Eventually, he figures out that his leg isn't even really broken! You know, just an easy mistake to make. I assume this is to speed along the plot as we're already two hours in and we need him to run faster. He rips off his cast and then goes about finding out even more of this place's secrets – because the rest of the shit he's seen just hasn't really convinced him yet, I guess. He finds out that the guards take dead bodies into this cave area and feed them to a bunch of eels in the water. Because why not?

Then they manage to get him again and stick him in this full-body tank with only his head sticking out, where they put a tube in his mouth and then flush a bunch of water with eels into his body. Because, again, why not? If you can think of a weird thing to do, just do it! That's the motto of this place.

You'd think this – with Lockhart now being brainwashed and part of the place – would be the end. But nope! We have a bizarre final 20 minutes where it's revealed that all of this weird stuff has been going on to sustain the head doctor played by Isaacs, who is actually a 200 year old baron in disguise who wants to fuck Hannah, who is actually his daughter. I guess this makes as much sense as anything else, sure. Isaacs' real form looks like a Marvel Comics villain complete with scaly green skin and super strength. Sure! Why not!

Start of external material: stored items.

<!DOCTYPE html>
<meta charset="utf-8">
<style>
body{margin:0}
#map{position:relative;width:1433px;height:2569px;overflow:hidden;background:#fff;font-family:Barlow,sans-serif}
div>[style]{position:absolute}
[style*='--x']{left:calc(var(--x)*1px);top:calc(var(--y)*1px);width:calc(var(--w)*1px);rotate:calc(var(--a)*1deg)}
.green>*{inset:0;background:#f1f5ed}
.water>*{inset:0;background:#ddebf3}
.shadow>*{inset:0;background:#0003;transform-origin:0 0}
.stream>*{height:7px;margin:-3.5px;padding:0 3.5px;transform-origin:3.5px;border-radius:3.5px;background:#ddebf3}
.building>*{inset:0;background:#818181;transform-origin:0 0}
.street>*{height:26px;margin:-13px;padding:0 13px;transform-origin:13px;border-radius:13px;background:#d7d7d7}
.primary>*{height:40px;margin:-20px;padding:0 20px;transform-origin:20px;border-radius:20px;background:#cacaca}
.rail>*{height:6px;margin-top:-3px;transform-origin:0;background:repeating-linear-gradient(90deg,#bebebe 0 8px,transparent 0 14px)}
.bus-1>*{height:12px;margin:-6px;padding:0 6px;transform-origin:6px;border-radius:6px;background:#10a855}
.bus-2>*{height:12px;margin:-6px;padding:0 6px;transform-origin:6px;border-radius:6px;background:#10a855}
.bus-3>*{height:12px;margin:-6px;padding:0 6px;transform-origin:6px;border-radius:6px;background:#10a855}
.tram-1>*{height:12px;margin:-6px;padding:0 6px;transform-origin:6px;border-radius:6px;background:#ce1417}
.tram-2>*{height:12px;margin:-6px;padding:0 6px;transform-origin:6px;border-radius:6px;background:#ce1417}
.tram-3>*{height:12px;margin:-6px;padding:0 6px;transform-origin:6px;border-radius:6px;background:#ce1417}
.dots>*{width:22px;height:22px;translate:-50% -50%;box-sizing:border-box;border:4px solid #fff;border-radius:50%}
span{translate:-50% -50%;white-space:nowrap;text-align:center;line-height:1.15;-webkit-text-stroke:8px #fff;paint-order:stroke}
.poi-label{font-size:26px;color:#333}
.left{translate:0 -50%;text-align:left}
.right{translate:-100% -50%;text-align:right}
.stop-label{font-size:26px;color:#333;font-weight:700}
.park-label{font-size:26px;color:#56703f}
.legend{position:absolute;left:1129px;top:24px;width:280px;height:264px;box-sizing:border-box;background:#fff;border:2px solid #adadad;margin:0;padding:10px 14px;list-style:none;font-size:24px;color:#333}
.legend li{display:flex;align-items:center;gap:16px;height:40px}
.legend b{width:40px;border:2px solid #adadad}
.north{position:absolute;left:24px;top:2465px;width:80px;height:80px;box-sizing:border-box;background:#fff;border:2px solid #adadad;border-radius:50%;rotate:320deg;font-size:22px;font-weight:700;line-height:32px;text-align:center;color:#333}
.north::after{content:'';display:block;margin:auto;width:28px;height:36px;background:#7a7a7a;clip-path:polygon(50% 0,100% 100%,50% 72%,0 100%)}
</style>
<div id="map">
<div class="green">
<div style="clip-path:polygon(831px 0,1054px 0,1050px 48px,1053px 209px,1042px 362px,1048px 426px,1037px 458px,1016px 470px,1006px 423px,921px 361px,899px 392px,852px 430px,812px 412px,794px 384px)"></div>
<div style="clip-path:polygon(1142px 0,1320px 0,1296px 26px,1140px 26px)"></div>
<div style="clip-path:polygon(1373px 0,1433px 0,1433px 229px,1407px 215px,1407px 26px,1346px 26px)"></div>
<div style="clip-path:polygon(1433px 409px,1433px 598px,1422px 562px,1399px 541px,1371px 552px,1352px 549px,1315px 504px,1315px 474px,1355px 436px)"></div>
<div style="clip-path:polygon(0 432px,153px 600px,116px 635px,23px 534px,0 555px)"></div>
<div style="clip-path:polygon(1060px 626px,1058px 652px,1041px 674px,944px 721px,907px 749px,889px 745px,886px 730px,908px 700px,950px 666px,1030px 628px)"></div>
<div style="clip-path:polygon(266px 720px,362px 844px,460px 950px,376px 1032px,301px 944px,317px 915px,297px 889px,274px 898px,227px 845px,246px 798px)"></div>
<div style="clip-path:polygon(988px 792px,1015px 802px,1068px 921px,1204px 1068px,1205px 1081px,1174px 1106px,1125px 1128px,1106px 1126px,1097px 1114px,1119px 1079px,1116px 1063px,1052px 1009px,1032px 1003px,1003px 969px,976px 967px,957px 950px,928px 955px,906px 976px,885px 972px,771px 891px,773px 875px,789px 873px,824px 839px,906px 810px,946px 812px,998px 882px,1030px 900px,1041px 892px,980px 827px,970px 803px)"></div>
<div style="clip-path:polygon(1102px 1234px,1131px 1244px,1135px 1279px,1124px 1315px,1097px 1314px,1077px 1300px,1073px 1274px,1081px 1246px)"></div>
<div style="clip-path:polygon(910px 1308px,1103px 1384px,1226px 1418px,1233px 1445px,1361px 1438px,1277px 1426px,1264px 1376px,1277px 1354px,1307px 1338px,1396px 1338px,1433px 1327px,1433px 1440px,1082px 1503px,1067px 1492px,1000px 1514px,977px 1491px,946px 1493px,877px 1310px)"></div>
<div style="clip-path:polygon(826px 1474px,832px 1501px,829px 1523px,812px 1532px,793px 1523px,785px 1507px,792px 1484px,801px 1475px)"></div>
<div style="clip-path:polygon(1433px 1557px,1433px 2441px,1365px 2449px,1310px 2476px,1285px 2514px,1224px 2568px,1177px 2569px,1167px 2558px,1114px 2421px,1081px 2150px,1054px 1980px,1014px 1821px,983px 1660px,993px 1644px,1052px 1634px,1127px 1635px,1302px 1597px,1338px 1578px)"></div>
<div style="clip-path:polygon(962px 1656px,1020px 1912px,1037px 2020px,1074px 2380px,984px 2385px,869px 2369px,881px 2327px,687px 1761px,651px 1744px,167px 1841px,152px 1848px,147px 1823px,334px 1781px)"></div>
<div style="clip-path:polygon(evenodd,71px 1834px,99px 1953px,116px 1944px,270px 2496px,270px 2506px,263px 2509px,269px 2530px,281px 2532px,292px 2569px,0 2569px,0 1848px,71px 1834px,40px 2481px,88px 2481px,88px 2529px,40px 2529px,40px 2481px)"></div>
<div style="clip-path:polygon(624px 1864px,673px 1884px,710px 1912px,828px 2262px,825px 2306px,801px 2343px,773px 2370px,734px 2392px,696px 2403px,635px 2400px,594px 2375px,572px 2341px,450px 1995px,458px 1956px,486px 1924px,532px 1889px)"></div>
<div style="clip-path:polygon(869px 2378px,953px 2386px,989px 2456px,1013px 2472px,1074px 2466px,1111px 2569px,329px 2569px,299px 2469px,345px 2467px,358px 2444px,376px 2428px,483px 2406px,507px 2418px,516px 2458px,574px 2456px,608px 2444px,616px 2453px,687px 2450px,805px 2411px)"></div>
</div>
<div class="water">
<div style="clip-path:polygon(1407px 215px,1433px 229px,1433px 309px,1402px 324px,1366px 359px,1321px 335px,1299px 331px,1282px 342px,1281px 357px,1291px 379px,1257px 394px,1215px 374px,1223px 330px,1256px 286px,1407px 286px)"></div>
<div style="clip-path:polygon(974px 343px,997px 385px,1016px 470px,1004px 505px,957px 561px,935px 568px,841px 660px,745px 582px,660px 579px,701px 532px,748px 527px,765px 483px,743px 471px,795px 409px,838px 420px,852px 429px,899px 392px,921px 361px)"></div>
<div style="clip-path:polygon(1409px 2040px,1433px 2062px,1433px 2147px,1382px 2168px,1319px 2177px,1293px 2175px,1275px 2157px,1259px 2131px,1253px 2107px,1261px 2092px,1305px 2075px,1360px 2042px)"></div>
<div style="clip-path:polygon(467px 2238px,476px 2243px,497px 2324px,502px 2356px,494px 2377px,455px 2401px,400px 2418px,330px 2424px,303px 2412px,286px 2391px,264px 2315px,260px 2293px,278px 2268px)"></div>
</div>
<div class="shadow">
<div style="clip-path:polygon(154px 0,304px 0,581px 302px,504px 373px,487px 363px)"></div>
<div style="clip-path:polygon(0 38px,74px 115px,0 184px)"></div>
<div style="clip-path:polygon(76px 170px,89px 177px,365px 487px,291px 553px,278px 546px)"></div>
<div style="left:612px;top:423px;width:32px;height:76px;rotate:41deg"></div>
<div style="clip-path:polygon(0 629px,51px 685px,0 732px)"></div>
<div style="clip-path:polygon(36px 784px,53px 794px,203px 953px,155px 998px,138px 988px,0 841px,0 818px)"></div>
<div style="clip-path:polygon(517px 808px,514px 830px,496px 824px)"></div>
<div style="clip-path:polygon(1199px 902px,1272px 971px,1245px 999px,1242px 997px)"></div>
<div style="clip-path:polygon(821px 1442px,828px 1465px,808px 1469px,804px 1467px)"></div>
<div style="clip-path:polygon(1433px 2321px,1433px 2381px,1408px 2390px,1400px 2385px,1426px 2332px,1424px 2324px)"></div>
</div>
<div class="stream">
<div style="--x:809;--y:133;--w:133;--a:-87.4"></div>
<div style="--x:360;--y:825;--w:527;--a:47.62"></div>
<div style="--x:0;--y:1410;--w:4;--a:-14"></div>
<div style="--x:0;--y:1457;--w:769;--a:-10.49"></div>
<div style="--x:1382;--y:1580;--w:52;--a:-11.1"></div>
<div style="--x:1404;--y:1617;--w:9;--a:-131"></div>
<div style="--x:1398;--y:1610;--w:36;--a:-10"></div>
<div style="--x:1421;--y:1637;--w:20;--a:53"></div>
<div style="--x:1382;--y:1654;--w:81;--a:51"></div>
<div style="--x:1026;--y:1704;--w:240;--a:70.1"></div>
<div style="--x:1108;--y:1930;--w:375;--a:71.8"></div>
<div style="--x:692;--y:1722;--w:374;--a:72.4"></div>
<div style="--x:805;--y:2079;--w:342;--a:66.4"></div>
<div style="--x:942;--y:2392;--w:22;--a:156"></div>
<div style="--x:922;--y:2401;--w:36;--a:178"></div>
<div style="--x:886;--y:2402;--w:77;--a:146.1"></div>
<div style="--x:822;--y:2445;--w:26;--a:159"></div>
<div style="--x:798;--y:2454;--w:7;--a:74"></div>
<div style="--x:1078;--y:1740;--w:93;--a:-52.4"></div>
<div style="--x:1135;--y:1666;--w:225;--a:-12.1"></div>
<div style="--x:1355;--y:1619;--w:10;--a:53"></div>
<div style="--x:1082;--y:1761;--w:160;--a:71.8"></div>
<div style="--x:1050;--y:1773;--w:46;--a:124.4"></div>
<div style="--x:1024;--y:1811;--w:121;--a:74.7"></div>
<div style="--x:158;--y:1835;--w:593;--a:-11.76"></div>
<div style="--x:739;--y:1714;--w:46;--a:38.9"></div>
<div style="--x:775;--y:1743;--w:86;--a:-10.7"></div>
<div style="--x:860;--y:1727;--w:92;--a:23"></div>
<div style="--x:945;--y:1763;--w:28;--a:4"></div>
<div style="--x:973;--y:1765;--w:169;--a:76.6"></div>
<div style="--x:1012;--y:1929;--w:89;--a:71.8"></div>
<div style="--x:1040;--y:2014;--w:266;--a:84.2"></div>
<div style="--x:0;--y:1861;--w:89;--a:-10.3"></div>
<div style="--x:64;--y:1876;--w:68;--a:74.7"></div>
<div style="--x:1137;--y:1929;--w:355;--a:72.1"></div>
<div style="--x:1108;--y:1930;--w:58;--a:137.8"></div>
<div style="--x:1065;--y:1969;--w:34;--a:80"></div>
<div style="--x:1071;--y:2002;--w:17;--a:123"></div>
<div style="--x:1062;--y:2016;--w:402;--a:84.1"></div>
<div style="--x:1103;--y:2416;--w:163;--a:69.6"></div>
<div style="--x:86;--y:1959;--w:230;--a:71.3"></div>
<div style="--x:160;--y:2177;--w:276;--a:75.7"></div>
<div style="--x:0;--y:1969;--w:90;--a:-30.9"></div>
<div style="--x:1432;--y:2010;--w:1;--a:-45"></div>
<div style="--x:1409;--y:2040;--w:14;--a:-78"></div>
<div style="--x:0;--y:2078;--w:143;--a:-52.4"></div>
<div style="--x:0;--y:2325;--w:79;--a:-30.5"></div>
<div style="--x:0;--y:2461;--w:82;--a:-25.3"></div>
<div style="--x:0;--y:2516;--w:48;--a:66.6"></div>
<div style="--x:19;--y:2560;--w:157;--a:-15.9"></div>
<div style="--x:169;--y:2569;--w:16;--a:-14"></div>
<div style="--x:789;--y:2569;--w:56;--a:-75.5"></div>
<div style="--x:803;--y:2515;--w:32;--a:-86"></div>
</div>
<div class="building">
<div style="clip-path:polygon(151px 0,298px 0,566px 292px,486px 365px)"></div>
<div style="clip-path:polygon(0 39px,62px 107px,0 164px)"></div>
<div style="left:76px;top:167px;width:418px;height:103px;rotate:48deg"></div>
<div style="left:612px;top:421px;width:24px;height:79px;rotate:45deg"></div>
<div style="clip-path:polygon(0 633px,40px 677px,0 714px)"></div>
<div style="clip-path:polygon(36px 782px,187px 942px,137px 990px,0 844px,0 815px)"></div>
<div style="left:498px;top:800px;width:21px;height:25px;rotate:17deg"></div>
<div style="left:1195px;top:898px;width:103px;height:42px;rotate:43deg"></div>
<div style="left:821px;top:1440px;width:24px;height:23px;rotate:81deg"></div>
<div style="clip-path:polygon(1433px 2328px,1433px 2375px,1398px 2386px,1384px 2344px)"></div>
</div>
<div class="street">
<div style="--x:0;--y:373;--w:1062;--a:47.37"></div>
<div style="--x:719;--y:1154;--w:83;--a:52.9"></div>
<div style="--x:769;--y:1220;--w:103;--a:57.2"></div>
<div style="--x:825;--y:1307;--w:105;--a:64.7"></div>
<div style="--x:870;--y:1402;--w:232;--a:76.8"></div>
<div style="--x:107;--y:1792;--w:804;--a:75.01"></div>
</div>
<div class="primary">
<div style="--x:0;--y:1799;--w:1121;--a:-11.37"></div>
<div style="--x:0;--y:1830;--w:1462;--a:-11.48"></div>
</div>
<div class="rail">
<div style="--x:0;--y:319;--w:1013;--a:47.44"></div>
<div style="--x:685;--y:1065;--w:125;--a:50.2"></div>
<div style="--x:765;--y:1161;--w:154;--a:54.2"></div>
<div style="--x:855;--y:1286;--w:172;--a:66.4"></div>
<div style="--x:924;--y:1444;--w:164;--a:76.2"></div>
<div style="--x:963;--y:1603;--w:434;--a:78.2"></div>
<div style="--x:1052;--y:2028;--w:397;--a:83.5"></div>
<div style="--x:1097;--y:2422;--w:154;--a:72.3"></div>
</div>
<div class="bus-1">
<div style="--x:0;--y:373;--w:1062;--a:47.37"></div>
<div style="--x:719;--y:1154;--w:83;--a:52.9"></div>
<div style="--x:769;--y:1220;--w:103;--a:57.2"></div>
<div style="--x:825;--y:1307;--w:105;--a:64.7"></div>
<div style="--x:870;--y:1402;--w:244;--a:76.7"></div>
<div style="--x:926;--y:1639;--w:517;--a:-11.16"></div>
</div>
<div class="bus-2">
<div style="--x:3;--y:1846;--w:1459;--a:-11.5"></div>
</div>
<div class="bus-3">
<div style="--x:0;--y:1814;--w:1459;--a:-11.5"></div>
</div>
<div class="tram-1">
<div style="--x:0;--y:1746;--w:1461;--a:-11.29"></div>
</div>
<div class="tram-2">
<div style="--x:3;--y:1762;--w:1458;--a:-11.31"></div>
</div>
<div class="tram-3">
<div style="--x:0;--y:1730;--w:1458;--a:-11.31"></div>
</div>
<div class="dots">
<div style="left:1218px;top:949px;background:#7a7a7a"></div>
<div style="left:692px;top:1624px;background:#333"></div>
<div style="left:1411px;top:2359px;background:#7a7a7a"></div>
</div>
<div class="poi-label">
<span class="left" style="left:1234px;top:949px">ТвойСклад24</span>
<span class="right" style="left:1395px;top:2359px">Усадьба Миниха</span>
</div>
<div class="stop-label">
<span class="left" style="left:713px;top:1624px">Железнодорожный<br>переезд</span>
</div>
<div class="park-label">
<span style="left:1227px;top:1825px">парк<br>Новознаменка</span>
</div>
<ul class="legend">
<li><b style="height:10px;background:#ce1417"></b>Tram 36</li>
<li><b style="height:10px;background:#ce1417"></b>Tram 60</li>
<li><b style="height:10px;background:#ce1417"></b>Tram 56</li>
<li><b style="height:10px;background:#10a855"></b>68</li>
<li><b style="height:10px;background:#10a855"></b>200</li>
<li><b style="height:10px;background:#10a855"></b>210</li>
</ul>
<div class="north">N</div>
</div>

So I guess Lockhart kills him and he and Hannah burn the hospital down and then escape. The end!

Honestly, I kind of enjoyed this whole thing. It's frustrating as hell the way Lockhart continually makes the worst choices just to elongate the movie and keep him in the hospital. And a lot of these plot twists have been done before. But the whole thing is just so brazenly crazy, not giving a fuck what anyone thinks of it, that it's almost impossible not to be entertained by it. It's a ridiculous film, totally ludicrous, but it takes itself just the right kind of seriously that it becomes a gloriously bizarre freak show ride of a movie.

In summary, I learned two things from this:

1. Americans work too hard and are stressed out, but that's still better than what goes on in weird healing therapy hospitals in the backwoods of Europe by far.

2. Eels are terrifying and should be feared in the way that evangelicals fear God.


I guess that's as good of a lesson as any. Review over.